---------- EXTRACTED INFORMATION

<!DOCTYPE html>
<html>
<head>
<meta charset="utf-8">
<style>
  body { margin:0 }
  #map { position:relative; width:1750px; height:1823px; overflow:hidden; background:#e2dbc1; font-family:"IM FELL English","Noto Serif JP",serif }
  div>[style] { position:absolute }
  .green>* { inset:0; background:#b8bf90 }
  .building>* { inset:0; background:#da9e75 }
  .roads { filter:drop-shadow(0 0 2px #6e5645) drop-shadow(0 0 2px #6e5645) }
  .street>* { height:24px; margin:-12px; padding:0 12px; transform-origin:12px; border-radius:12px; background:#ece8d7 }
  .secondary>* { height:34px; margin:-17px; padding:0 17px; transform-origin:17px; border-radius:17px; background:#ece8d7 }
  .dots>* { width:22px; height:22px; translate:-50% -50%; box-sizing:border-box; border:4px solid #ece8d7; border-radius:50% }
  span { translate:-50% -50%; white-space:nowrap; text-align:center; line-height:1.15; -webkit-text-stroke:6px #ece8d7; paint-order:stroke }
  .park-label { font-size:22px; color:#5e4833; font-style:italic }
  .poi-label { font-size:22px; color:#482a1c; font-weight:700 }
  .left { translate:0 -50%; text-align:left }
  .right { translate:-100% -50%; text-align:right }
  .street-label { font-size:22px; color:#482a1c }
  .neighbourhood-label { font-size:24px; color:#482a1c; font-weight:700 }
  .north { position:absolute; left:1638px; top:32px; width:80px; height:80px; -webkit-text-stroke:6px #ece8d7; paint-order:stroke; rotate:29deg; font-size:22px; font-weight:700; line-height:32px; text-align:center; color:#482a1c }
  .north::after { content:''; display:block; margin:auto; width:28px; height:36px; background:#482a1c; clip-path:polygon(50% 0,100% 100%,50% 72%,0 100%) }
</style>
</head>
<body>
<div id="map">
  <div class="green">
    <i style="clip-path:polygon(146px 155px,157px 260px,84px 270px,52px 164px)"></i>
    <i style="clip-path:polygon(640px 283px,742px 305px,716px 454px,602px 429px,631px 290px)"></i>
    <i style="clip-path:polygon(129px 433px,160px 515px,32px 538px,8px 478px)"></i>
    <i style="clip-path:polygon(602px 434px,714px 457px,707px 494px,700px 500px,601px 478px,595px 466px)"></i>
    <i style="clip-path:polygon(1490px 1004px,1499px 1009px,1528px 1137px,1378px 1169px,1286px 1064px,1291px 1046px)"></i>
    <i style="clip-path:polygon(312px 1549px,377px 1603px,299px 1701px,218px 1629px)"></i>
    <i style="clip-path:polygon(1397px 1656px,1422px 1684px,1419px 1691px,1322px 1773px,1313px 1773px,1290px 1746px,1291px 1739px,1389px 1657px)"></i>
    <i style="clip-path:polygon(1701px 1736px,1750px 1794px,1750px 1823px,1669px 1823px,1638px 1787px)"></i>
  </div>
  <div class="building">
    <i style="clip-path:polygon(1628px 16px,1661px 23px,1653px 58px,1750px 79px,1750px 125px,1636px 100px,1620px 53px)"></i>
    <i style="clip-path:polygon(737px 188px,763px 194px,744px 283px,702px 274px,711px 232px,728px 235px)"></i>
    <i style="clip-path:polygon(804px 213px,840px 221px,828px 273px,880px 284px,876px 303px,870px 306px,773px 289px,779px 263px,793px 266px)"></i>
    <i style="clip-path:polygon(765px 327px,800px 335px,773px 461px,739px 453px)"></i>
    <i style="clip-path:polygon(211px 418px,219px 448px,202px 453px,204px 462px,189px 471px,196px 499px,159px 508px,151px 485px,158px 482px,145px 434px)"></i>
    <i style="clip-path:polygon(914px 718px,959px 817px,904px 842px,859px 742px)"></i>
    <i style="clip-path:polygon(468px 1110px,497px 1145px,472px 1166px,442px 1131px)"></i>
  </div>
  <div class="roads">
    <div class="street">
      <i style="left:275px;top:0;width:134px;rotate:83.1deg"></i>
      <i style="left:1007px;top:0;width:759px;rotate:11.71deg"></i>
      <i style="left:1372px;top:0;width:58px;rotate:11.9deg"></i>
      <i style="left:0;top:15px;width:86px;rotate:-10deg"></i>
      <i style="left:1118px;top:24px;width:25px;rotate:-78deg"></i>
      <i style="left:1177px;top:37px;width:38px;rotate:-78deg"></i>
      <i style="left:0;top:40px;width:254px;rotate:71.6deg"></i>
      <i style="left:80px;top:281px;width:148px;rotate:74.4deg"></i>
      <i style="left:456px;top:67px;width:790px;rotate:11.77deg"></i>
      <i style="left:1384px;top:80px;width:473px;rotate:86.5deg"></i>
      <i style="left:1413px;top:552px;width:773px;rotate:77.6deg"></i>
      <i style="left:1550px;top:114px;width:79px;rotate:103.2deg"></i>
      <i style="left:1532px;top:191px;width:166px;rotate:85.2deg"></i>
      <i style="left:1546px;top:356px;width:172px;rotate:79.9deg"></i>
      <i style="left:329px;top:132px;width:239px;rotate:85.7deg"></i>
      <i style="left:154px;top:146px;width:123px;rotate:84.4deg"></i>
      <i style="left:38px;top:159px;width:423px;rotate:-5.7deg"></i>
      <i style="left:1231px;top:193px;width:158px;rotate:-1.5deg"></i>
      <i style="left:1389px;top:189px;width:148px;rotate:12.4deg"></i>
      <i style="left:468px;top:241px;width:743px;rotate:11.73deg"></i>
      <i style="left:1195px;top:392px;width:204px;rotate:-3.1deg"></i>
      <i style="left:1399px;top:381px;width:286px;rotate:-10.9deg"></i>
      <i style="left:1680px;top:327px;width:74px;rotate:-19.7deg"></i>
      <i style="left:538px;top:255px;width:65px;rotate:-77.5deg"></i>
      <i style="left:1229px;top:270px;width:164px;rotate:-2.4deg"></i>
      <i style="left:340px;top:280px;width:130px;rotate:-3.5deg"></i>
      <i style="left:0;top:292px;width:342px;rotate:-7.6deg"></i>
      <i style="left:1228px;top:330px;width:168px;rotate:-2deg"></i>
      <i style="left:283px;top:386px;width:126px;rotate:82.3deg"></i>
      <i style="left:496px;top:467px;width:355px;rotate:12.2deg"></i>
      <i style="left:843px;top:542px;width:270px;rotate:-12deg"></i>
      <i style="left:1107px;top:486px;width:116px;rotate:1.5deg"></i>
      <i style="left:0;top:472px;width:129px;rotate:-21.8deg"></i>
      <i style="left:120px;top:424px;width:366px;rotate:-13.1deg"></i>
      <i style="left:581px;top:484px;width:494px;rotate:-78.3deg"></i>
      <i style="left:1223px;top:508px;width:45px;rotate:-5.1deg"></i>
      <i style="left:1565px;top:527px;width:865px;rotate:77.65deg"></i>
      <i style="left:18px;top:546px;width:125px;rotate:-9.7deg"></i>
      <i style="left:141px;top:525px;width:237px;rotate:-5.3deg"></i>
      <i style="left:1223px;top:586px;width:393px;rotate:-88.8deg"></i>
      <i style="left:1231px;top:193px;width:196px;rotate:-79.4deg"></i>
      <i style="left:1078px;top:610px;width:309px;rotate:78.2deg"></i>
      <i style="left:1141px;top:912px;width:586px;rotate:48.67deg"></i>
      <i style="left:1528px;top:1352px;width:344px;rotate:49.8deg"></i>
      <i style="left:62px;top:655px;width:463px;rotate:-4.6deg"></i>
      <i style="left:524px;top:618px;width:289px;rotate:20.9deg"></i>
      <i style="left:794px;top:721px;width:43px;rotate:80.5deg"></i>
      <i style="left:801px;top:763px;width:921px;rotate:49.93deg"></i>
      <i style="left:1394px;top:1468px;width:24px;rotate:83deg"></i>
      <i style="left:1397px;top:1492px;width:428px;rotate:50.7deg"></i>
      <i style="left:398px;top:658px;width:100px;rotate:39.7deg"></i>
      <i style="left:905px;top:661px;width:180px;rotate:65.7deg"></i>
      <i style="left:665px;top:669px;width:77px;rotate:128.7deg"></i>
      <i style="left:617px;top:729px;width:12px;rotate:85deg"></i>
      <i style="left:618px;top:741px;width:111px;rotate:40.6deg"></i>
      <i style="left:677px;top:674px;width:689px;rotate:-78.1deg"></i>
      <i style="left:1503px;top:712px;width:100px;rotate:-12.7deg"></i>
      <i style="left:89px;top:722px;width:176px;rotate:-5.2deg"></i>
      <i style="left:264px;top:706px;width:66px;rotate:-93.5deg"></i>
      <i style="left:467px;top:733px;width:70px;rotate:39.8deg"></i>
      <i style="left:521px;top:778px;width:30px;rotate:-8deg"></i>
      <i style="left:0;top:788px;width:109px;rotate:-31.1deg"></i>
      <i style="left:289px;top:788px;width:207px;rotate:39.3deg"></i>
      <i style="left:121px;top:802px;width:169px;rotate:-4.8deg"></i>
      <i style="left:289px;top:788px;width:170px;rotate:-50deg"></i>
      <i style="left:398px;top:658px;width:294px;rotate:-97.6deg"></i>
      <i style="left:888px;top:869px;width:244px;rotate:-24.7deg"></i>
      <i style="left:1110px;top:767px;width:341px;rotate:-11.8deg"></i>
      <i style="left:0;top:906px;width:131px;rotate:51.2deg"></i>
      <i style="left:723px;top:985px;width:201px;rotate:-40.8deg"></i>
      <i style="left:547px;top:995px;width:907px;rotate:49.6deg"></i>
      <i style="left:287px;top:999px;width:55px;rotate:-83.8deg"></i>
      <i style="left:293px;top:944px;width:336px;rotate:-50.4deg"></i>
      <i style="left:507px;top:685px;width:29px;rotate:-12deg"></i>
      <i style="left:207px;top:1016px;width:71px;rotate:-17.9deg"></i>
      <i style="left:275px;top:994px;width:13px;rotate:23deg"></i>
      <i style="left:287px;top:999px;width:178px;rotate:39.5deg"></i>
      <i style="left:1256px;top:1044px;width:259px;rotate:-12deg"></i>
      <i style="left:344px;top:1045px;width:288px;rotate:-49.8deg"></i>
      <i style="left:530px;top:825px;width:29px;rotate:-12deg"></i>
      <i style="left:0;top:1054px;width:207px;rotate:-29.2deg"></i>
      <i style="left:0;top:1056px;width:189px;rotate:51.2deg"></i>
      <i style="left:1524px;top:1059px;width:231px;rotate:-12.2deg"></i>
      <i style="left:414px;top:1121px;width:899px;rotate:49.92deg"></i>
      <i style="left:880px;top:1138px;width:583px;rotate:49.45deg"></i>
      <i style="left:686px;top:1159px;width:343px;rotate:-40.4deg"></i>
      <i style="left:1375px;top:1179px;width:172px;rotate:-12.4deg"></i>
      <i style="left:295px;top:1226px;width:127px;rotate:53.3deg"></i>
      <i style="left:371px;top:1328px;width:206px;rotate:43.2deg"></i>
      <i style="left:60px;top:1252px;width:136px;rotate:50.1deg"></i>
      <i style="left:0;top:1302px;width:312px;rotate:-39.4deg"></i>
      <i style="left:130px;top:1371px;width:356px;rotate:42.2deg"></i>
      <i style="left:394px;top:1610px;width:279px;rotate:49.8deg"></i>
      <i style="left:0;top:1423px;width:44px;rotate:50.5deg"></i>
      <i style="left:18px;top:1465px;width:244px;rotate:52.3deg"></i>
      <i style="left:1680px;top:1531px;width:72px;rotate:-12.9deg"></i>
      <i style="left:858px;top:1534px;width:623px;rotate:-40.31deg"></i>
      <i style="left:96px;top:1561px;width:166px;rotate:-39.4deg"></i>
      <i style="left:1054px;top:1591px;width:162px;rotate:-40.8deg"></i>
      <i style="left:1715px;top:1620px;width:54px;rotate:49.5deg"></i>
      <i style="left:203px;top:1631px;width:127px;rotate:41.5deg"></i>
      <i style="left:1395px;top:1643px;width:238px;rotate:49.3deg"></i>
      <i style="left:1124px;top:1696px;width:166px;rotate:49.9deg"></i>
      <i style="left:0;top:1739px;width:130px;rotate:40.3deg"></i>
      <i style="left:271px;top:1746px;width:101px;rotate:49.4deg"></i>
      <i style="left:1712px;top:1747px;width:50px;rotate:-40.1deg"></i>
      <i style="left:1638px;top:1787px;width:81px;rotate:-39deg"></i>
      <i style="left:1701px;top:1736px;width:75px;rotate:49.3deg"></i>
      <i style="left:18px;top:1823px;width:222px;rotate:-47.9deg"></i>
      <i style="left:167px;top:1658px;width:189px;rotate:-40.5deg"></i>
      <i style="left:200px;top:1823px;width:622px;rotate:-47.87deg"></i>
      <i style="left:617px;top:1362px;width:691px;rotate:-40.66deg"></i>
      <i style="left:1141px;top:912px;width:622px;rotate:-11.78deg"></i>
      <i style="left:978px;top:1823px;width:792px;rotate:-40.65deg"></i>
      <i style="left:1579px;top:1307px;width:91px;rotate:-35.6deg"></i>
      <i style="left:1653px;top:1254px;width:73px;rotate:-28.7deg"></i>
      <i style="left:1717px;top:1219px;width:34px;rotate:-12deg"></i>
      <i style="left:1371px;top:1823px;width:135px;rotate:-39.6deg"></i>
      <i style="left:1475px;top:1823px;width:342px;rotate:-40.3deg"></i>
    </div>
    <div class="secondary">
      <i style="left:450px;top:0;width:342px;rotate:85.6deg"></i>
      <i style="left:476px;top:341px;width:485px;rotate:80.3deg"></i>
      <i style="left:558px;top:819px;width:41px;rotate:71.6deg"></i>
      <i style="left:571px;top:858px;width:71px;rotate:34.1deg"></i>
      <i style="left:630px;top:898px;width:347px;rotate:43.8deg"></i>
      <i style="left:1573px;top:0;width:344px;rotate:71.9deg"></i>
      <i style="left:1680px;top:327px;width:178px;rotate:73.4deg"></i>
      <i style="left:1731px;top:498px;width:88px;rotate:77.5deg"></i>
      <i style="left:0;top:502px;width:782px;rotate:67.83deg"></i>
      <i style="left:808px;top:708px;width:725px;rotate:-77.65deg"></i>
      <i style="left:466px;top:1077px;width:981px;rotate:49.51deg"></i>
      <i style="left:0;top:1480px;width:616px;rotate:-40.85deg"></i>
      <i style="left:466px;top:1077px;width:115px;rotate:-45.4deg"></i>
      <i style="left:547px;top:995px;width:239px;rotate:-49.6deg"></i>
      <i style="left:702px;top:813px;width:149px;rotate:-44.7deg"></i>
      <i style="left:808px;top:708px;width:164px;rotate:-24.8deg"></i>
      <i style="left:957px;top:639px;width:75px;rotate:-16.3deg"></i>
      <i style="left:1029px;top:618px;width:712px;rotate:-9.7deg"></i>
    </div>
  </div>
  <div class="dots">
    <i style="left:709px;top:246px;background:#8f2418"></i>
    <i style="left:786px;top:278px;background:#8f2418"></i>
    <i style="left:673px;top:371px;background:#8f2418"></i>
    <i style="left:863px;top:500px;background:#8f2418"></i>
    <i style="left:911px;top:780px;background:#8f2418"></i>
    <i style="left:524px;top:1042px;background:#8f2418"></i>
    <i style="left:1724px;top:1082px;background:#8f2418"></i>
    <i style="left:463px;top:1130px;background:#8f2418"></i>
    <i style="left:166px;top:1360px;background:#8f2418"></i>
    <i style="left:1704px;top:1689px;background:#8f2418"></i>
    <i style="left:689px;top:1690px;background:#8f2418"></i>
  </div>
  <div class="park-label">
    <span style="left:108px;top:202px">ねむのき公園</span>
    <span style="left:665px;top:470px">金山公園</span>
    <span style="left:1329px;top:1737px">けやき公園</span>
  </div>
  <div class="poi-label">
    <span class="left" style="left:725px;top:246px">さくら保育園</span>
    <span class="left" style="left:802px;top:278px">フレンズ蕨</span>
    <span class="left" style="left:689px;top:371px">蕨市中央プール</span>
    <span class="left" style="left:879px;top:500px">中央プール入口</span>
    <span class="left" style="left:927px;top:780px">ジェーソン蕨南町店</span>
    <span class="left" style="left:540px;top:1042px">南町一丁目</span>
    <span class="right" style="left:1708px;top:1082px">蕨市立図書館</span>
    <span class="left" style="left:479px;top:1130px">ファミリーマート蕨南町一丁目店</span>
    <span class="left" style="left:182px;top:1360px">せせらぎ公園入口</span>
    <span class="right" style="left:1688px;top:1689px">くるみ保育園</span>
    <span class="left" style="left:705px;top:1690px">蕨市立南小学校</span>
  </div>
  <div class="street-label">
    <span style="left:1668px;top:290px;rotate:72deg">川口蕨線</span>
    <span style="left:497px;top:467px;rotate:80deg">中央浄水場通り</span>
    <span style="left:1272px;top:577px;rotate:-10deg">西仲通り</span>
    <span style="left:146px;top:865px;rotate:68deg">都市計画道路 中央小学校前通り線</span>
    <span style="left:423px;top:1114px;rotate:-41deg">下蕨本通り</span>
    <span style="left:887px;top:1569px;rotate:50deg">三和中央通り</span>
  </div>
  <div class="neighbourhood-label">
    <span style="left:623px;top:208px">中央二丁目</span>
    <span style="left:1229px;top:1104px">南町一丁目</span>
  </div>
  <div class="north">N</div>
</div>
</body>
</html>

--------------------

## INSTRUCTIONS FOR THE TASK
Starting at the first line of the entries above, please extract each line up to and including the line with "height:24px; margin:-12px; padding:0", unchanged, and add nothing.

## EXPECTED OUTPUT
<!DOCTYPE html>
<html>
<head>
<meta charset="utf-8">
<style>
  body { margin:0 }
  #map { position:relative; width:1750px; height:1823px; overflow:hidden; background:#e2dbc1; font-family:"IM FELL English","Noto Serif JP",serif }
  div>[style] { position:absolute }
  .green>* { inset:0; background:#b8bf90 }
  .building>* { inset:0; background:#da9e75 }
  .roads { filter:drop-shadow(0 0 2px #6e5645) drop-shadow(0 0 2px #6e5645) }
  .street>* { height:24px; margin:-12px; padding:0 12px; transform-origin:12px; border-radius:12px; background:#ece8d7 }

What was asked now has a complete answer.